[MRG] Rework the `find` functionality for `Index` classes #1392

ctb · 2021-03-13T15:08:30Z

"They who control find control the universe."

This PR implements a common Index.find generator function for Jaccard similarity and containment on Index classes.

This new generator function takes a JaccardSearch object and a query signature as inputs, and yields all signatures that meet the criteria.

The JaccardSearch object in src/sourmash/search.py is the workhorse for find; it scores potential matches (and can truncate searches) based on query_size, intersection, subject_size, and union, which is sufficient to calculate similarity, containment, and max_containment.

This provides some nice simplifications -

Index.search and Index.gather can be implemented generically on top of find, and are now methods on the base Index class;
this supports fast prefetch functionality on top of all of our Index subclasses (SBT and LCA as well), ref [MRG] refactor gather functionality for speed & modularity; provide prefetch functionality. #1370 and [EXP] add a prefetch linear search function to Index #1371 and other makeshift strategies for large scale database search - the "greyhound" issue #1226;
all of the janky SBT-specific search code in sbtmh.py is no longer needed;

Moreover,

the logic around downsampling and database search is greatly simplified, and is now much more thoroughly tested;
the logic for abundance searches is split off into a separate function, which seems appropriate given that it's largely unused and largely untested...;

The overall result is a pretty good code consolidation and simplification.

This PR also:

splits sourmash search functionality into flat queries (uses new search_fn functionality, works on SBT and LCA too) and abund queries (only works on LinearIndex)
fixes sourmash categorize to work with more than SBTs by using load_file_as_index for the database (Upgrade sourmash categorize to take LCA databases as well as SBT. #829)
adds a location property to Index classes (Request that Index provide a location? #1377)
creates a namedtuple for results from Index.search and Index.gather that improves code readability;

Specifically, this PR:

Fixes #829 - sourmash categorize now takes all database types
Fixes #1377 - provides a location property on Index objects
Fixes #1389 - --best-only now works for similarity and containment
Fixes #1454 - sourmash index now flattens SBT leaves.

Larger thoughts:

Over in sourmash index does not flatten the signatures when building an SBT #1454 the question is asked, can we reliably do 'flat' Jaccard searches to discover good candidates for abundance matches (e.g. angular similarity)?
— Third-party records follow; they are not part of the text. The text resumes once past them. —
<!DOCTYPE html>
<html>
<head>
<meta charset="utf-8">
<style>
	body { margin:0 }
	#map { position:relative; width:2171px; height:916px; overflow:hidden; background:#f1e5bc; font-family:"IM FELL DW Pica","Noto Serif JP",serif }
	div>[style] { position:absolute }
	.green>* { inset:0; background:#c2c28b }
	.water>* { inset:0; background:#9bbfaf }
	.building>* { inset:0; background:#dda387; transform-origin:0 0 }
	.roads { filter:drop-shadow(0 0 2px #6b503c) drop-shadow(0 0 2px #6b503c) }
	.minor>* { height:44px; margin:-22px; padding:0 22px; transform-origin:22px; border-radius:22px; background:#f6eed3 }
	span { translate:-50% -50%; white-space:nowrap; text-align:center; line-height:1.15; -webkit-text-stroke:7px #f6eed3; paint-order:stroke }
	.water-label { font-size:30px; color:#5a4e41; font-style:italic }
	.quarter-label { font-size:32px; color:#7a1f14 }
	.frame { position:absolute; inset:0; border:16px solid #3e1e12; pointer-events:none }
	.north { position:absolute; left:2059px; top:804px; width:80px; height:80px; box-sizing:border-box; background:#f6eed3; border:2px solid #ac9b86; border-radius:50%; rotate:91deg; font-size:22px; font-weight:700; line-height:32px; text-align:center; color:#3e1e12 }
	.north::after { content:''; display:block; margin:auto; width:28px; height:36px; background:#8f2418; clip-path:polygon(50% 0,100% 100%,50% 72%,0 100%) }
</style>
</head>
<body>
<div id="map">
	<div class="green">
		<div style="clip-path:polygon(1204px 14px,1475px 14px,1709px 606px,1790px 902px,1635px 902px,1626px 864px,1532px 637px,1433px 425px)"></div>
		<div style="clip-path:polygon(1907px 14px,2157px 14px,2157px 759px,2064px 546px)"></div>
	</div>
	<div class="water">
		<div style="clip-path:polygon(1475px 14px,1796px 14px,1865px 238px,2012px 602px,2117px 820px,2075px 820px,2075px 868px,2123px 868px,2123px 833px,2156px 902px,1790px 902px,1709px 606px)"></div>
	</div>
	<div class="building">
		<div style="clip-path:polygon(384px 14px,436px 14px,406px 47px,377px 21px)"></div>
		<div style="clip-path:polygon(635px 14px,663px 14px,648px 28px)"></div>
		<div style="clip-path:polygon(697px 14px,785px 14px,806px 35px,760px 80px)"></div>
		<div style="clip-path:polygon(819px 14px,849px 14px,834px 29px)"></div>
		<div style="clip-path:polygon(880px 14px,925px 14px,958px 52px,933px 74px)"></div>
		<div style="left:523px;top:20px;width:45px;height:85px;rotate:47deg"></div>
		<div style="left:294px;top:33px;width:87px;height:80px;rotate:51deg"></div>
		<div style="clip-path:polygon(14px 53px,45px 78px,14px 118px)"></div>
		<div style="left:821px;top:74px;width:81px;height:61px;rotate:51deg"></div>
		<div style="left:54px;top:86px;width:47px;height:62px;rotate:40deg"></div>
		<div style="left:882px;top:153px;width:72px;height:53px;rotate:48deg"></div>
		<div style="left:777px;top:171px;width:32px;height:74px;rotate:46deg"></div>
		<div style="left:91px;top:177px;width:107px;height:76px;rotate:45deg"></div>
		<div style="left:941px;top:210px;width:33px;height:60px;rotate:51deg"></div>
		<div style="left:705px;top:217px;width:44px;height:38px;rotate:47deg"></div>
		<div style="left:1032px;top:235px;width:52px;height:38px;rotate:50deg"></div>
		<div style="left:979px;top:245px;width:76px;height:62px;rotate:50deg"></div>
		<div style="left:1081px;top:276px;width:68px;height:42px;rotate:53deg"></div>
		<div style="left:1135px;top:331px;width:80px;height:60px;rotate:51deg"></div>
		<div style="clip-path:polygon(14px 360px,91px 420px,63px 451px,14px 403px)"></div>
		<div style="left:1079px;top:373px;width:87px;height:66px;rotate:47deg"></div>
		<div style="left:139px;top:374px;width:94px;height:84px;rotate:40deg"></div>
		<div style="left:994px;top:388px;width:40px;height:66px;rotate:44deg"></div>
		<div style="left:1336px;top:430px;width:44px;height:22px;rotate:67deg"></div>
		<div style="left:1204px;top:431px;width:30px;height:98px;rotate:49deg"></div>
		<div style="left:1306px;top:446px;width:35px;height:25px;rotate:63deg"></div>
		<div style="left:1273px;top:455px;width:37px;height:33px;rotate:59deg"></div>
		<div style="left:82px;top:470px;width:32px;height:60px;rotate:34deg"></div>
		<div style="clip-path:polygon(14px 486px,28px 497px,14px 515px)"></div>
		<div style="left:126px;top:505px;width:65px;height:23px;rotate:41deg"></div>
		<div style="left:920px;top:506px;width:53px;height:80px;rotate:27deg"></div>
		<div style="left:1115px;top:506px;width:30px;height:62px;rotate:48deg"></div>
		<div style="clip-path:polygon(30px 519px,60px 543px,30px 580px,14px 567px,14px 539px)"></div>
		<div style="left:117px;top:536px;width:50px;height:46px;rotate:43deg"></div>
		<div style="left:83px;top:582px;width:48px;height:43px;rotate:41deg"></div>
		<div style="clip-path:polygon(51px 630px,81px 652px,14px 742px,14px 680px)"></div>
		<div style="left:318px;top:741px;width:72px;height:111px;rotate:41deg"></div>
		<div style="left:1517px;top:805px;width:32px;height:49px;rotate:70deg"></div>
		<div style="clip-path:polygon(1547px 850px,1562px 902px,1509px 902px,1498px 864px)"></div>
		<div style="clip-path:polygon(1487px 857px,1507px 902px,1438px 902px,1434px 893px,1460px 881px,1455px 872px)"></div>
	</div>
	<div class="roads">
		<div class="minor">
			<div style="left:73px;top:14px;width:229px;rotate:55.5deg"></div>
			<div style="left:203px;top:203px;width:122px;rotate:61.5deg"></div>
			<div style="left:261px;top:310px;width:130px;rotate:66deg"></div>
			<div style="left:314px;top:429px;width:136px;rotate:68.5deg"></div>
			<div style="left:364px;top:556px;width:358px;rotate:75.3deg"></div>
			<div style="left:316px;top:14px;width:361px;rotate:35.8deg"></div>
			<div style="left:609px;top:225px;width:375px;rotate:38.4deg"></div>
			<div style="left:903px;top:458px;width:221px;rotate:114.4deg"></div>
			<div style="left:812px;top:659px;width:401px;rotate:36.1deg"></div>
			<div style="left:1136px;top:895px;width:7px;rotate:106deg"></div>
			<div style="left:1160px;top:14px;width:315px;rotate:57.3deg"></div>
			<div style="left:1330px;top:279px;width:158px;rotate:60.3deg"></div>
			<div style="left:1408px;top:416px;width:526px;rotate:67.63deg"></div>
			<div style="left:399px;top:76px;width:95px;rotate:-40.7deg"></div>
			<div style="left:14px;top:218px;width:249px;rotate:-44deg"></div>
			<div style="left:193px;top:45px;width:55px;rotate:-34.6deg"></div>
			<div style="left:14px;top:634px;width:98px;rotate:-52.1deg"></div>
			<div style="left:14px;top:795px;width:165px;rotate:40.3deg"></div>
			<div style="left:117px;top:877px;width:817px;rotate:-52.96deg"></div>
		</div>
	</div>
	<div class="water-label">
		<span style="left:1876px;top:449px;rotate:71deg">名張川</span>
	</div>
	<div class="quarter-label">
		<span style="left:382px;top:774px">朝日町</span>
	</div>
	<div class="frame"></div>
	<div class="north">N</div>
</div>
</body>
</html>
Maybe worth creating a new issue.
This PR addresses @luizirber comment that Index.find is probably the key thing to implement for prefetch (or at least that's how I reinterpreted his comment :).

Questions and comments for reviewers

One goal for this is to better support a prefetch linear pass search, other makeshift strategies for large scale database search - the "greyhound" issue #1226. I'm not clear on whether I've gotten the abstractions right in such a way that they can be used/optimized in Rust code. Comments please!
the search and gather methods in the Index class, and the find functions in the various Index subclasses, are really the key changes in this PR.
this breaks backwards compatibility for what I think is a bug (at the very least it is previously undocumented behavior :) - we allowed storage of abund signatures in SBTs, and sourmash categorize took advantage of this to return angular similarity calculations when the query signature had abundances.
- This is literally the only place in the code base where this was used, so... I disabled it. See "Larger thoughts", above, and check out sourmash index does not flatten the signatures when building an SBT #1454.
- In terms of user notification, sourmash now produces an appropriate error message requiring the user to specify --ignore-abundance explicitly, which should steer people in the right direction and minimize the impact of this.
this breaks backwards compatibility for loading v1 and v2 SBT databases. I think this is correct. Briefly,
- the old test code did containment searches on SBTs with num MinHashes in them, which is incorrect.
- the new test code does a Jaccard search, and v1/v2 SBTs do not support min_n_below. This may be fixed by [WIP] Remove min_n_below from search code #1137, but I think it's out of scope for this PR :)
- if we want to keep this working for the next release, then we would need to merge [WIP] Remove min_n_below from search code #1137 before the next release (or do something else, like hold this PR until [WIP] Remove min_n_below from search code #1137).
- Also see [WIP] Fix old SBT version loading code tests #1397 - we can't easily create old version SBTs any more, it seems; in particular, we don't have any releases that create v1 and v2 SBTs!

TODO items:

codecov · 2021-03-13T15:15:38Z

Codecov Report

Merging #1392 (c8d8cd6) into latest (eb2b210) will increase coverage by 0.13%.
The diff coverage is 96.44%.

@@            Coverage Diff             @@
##           latest    #1392      +/-   ##
==========================================
+ Coverage   89.58%   89.71%   +0.13%     
==========================================
  Files         122      123       +1     
  Lines       18989    19464     +475     
  Branches     1455     1483      +28     
==========================================
+ Hits        17011    17463     +452     
- Misses       1750     1775      +25     
+ Partials      228      226       -2

Flag	Coverage Δ
python	`94.86% <97.71%> (+0.06%)`	⬆️
rust	`67.20% <0.00%> (-0.17%)`	⬇️

Flags with carried forward coverage won't be shown. Click here to find out more.

Impacted Files	Coverage Δ
src/core/src/ffi/minhash.rs	`0.00% <0.00%> (ø)`
src/core/src/sketch/minhash.rs	`91.31% <ø> (ø)`
src/sourmash/sbt.py	`80.82% <86.53%> (-3.13%)`	⬇️
src/sourmash/minhash.py	`92.69% <89.47%> (+0.05%)`	⬆️
src/sourmash/commands.py	`83.84% <94.33%> (+0.50%)`	⬆️
src/sourmash/search.py	`93.23% <95.74%> (+2.00%)`	⬆️
tests/test_search.py	`98.48% <98.48%> (ø)`
src/sourmash/index.py	`94.62% <98.85%> (+2.51%)`	⬆️
src/sourmash/cli/categorize.py	`100.00% <100.00%> (ø)`
src/sourmash/lca/lca_db.py	`92.30% <100.00%> (+0.96%)`	⬆️
... and 11 more

Continue to review full report at Codecov.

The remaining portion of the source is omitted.